▸ TASK DESCRIPTION
Please output every record exactly, keeping each line as it is.

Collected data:
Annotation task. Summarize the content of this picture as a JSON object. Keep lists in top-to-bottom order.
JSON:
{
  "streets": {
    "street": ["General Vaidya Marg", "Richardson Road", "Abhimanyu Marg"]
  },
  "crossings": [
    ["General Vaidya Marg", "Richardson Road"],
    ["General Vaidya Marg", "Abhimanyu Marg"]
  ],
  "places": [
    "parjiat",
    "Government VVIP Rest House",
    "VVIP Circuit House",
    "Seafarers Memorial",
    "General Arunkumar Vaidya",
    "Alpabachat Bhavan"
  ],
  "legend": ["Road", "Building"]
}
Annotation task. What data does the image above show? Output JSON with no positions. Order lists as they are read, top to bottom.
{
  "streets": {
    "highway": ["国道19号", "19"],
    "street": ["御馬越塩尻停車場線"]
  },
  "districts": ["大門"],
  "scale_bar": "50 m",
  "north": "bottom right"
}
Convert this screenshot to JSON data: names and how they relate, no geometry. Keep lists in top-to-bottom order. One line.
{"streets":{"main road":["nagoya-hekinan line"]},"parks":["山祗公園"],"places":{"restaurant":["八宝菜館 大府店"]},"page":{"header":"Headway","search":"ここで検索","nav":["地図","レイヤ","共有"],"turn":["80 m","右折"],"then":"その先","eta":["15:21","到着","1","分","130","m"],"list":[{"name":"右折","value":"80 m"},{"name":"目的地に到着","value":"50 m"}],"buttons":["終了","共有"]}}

▸ RESPONSE FOR THIS EXERCISE
Annotation task. Summarize the content of this picture as a JSON object. Keep lists in top-to-bottom order.
JSON:
{
  "streets": {
    "street": ["General Vaidya Marg", "Richardson Road", "Abhimanyu Marg"]
  },
  "crossings": [
    ["General Vaidya Marg", "Richardson Road"],
    ["General Vaidya Marg", "Abhimanyu Marg"]
  ],
  "places": [
    "parjiat",
    "Government VVIP Rest House",
    "VVIP Circuit House",
    "Seafarers Memorial",
    "General Arunkumar Vaidya",
    "Alpabachat Bhavan"
  ],
  "legend": ["Road", "Building"]
}
Annotation task. What data does the image above show? Output JSON with no positions. Order lists as they are read, top to bottom.
{
  "streets": {
    "highway": ["国道19号", "19"],
    "street": ["御馬越塩尻停車場線"]
  },
  "districts": ["大門"],
  "scale_bar": "50 m",
  "north": "bottom right"
}
Convert this screenshot to JSON data: names and how they relate, no geometry. Keep lists in top-to-bottom order. One line.
{"streets":{"main road":["nagoya-hekinan line"]},"parks":["山祗公園"],"places":{"restaurant":["八宝菜館 大府店"]},"page":{"header":"Headway","search":"ここで検索","nav":["地図","レイヤ","共有"],"turn":["80 m","右折"],"then":"その先","eta":["15:21","到着","1","分","130","m"],"list":[{"name":"右折","value":"80 m"},{"name":"目的地に到着","value":"50 m"}],"buttons":["終了","共有"]}}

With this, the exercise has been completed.